You’re lucky your body is attached to your inflated head, missy, her mum always says. Else you’d have lost it years ago!
Zara sighs; a particularly long one, dripping with self-pity.
The Loser, people call her, close friends included. The term ‘loser’ here, mind you, has entirely different connotations than the usual.
When one is labeled a ‘loser’, it usually indicates that the person has utterly failed to match society’s insane standards of ‘coolness’. In simpler words, a ‘loser’ is a social pariah.
Zara, however, is a rather unusual species of loser. In her case, the label itself gives the meaning away. To put it bluntly, she loses things.
Be it the popular favourites like car keys, money or watches, or her very own specialties: rucksacks, shoes, the very glasses on her nose— name it, and Zara will lose it. This has been thoroughly tested and proven by time and certain over-eager friends.
It is with a heavy heart and a heavier bag (dare you lose this one, Zara) that she sets off on a hopefully calming stroll around her colony.
Zara pulls out a crumpled piece of paper from her pocket.
“My Ex-Things.” the bold, ironic title reads. Her heart sinks a little lower at the latest additions.
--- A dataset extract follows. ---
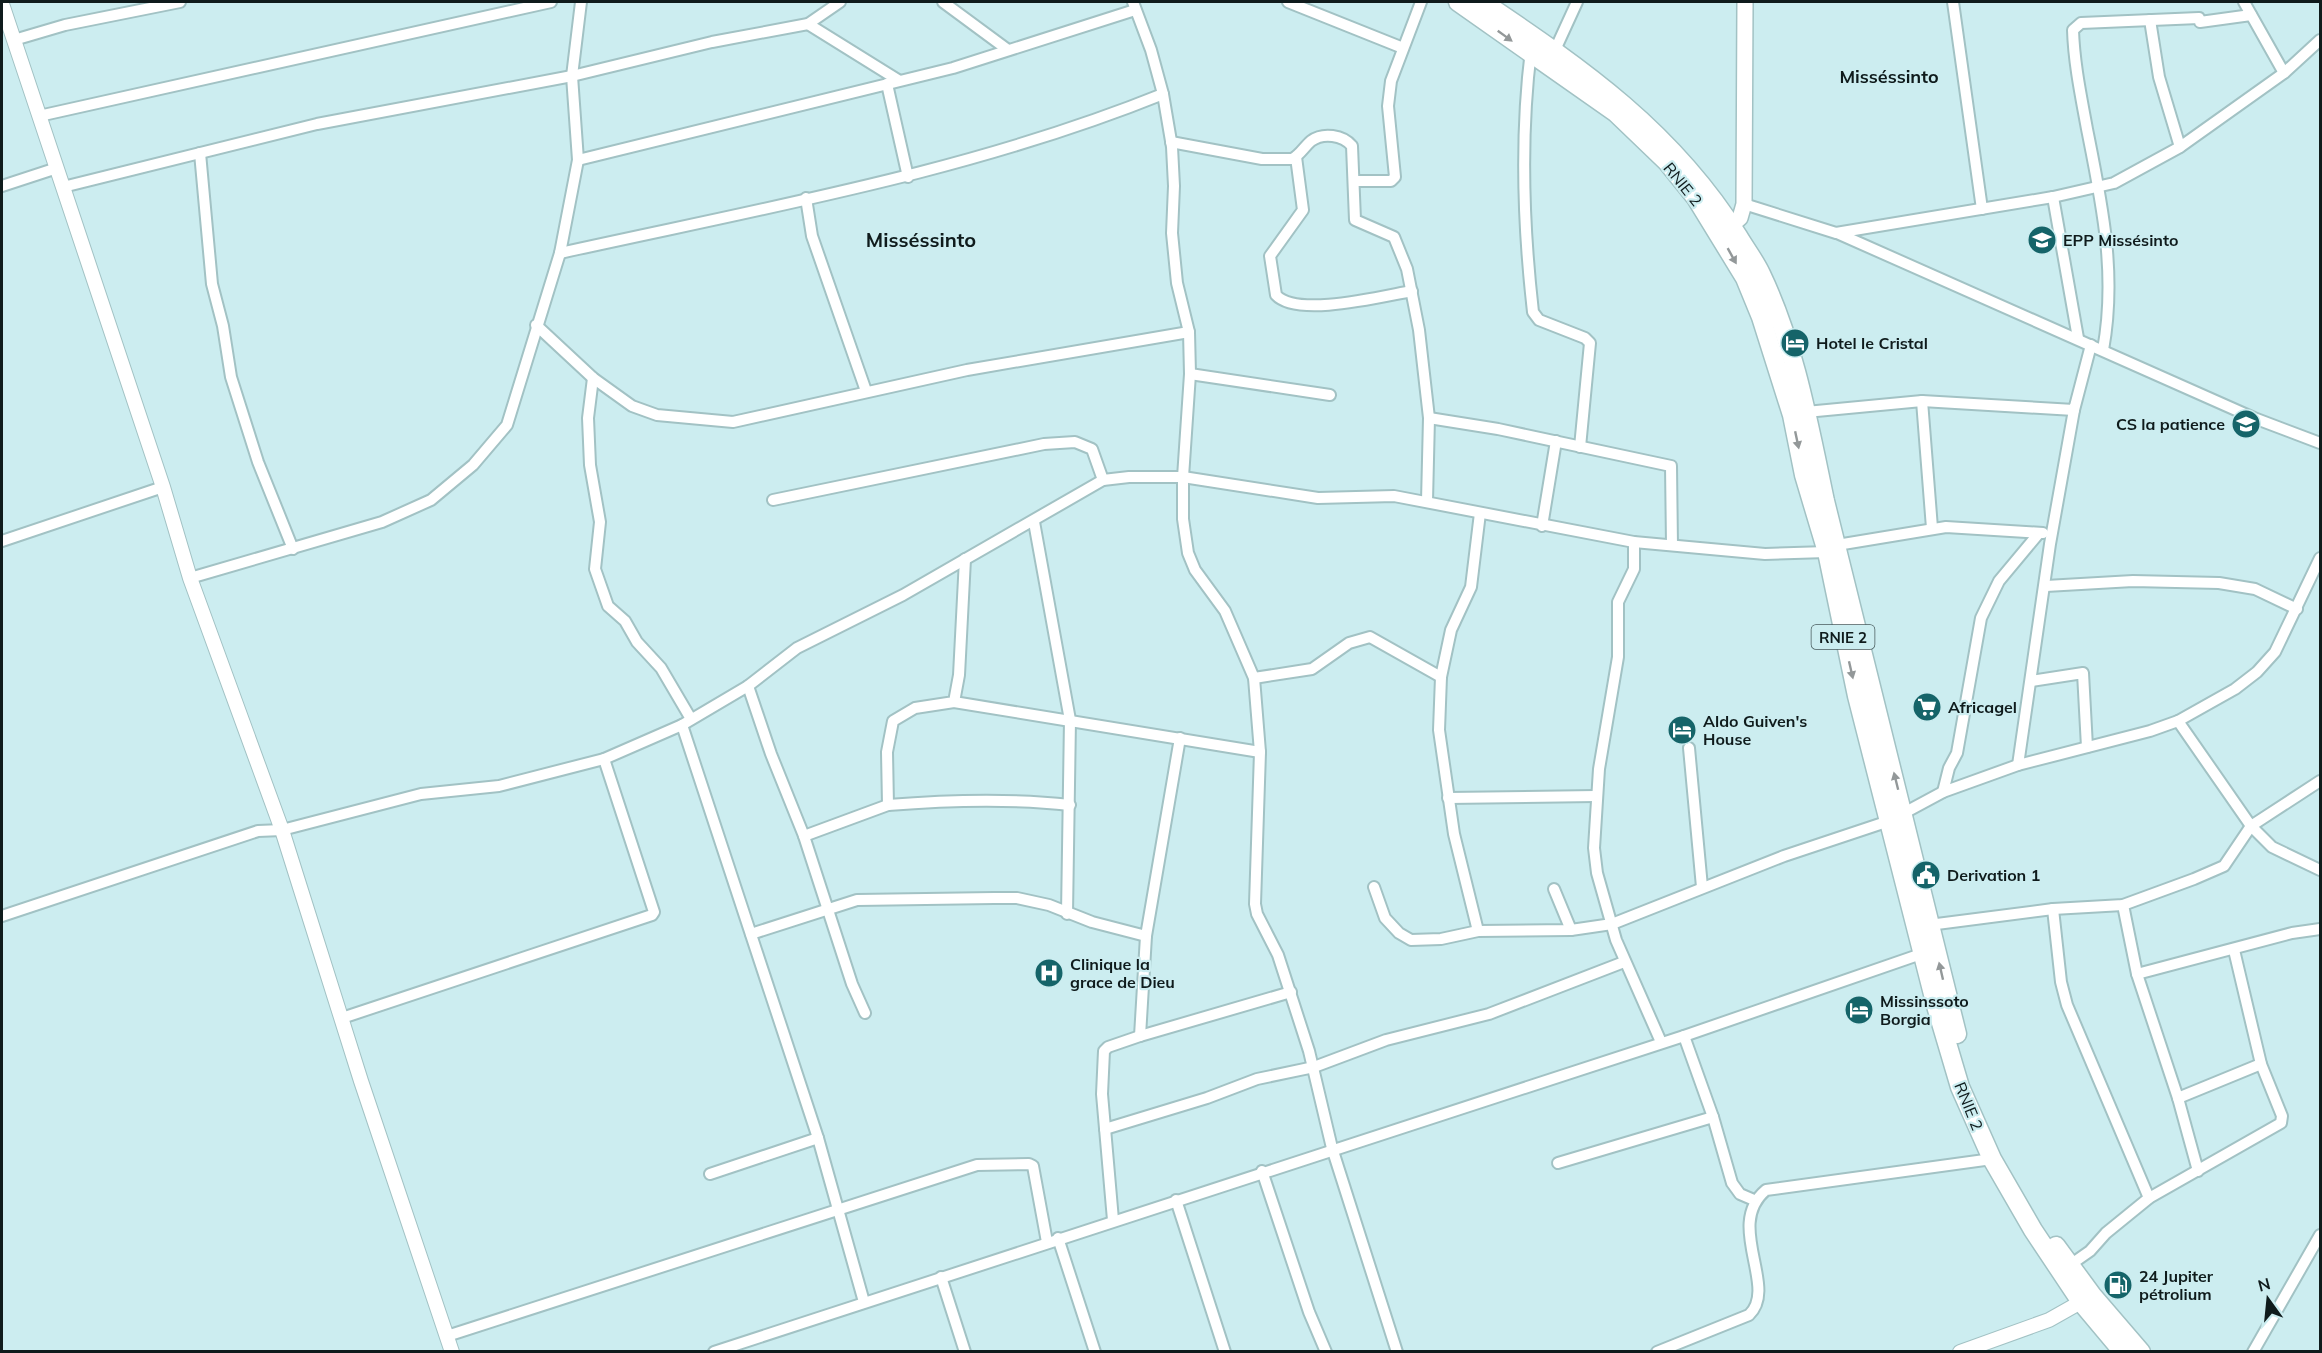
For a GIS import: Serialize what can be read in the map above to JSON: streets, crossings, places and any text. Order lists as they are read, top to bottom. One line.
{"streets":{"highway":["RNIE 2"]},"districts":["Misséssinto","Misséssinto"],"places":{"school or university":["EPP Missésinto","CS la patience"],"hotel":["Hotel le Cristal","Aldo Guiven's House","Missinssoto Borgia"],"supermarket":["Africagel"],"public building":["Derivation 1"],"hospital":["Clinique la grace de Dieu"],"fuel station":["24 Jupiter pétrolium"]},"north":"top"}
“Favourite New Pumas.” Check. Just last week, she had woken up to a gloriously sunny day, and a gloriously empty shoe-rack. Stolen by the garbage-collectors, the story went. As Zara lifts her head to sigh once more, a flash of blue catches her eyes. She rubs them vigorously, not daring, heck, not wanting to believe the sight.
A young girl of her age is standing at the bus-stop right ahead. Gleaming proudly on her feet, are none other than Zara’s stolen Pumas.
She has half a mind to pounce on the girl right then and there. Luckily (for the girl), a couple of deep breaths clear the scarlet fog, and she realizes that the girl couldn’t have possibly stolen them. Just another one of Fate’s cruel co-incidences. So Zara keeps on walking.
“Knitted Purple Sweater.” is second on her sad list. How does one lose a sweater, you ask? Zara smirks bitterly; nothing is impossible for the Loser. This one is a fresh wound, nonetheless. She had come home after a shopping trip with her friends and the sweater was to be found nowhere. A thorough search of all the little shops on the street had yielded no results, and Zara had lost herself a beautiful, hand-woven garment. But wait, what was that? Surely not…
A Caucasian man is jogging along on the other side of the road, sporting, yes you guessed it, a bright purple sweater. Was the universe playing some sort of a twisted joke on her?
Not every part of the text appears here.